Berlin-based Oz avant-folk musician Ned Collette returns with another LP unfurling and impressionistic songs for Sophomore Lounge!
There are hints of the lush arrangements and guitar playing of the 70s UK folk scene (Nick Drake or John Martyn in particular) here but not in a way where you can imagine Ned dressing up in a tweed jacket and singing about the rolling hills of England.

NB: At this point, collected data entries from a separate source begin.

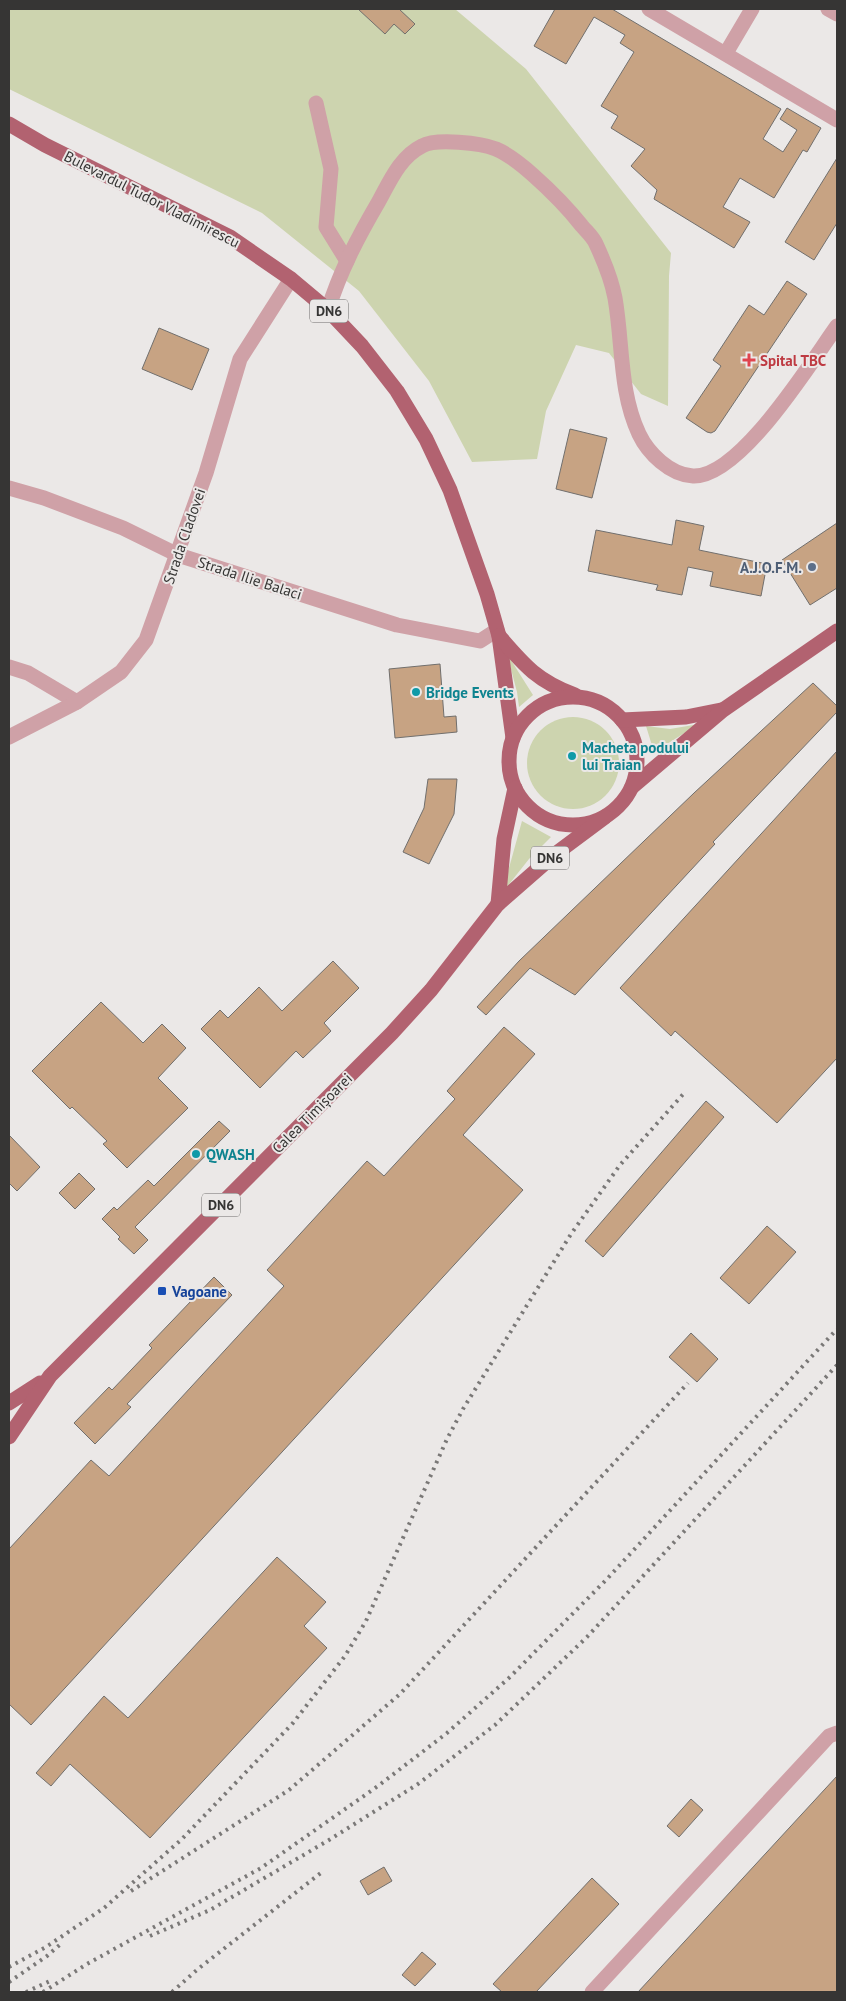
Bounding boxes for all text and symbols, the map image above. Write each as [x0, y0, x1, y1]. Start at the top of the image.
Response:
street label: Bulevardul Tudor Vladimirescu [61, 146, 243, 252]
road number: DN6 [310, 300, 348, 322]
place label: Spital TBC [760, 351, 827, 370]
marker: Spital TBC [742, 353, 756, 367]
street label: Strada Cladovei [159, 486, 209, 586]
street label: Strada Ilie Balaci [196, 552, 304, 604]
place label: A.J.O.F.M. [740, 558, 802, 577]
marker: A.J.O.F.M. [806, 561, 818, 573]
place label: Bridge Events [426, 683, 514, 702]
marker: Bridge Events [410, 686, 422, 698]
place label: Macheta podului lui Traian [582, 738, 689, 774]
marker: Macheta podului lui Traian [566, 750, 578, 762]
road number: DN6 [531, 846, 569, 870]
street label: Calea Timișoarei [268, 1069, 356, 1157]
place label: QWASH [206, 1145, 255, 1164]
marker: QWASH [190, 1148, 202, 1160]
road number: DN6 [202, 1194, 240, 1216]
place label: Vagoane [171, 1282, 227, 1301]
marker: Vagoane [156, 1285, 168, 1297]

Sure, the subject matter is similar (songs of longing, love, songs about characters you meet in bars or wandering the streets), but the language is updated: colloquial but precise like hearing someone wheel off a story that they’ve told so many times that the language is exact but still riveting.
This is all backed by a crack team of musicians—Jim White and Mick Turner of Dirty Three Fame, Chris Abrahams of The Necks, Elisabeth Fuchsia of Footings, and Leah Senior, among others—who’s playing takes the record out of the usual singer-songwriter realm into that rarified space of writers who don’t rest on their musical laurels (thinking of Jim O’Rourke’s song albums here, or label honcho Ryan Davis & The Roadhouse Band’s LP). Just like the words, the playing is incredibly intricate, layered, yet precise.
Another one of those close listen slow burner records that the more I listen to, the deeper I fall into it!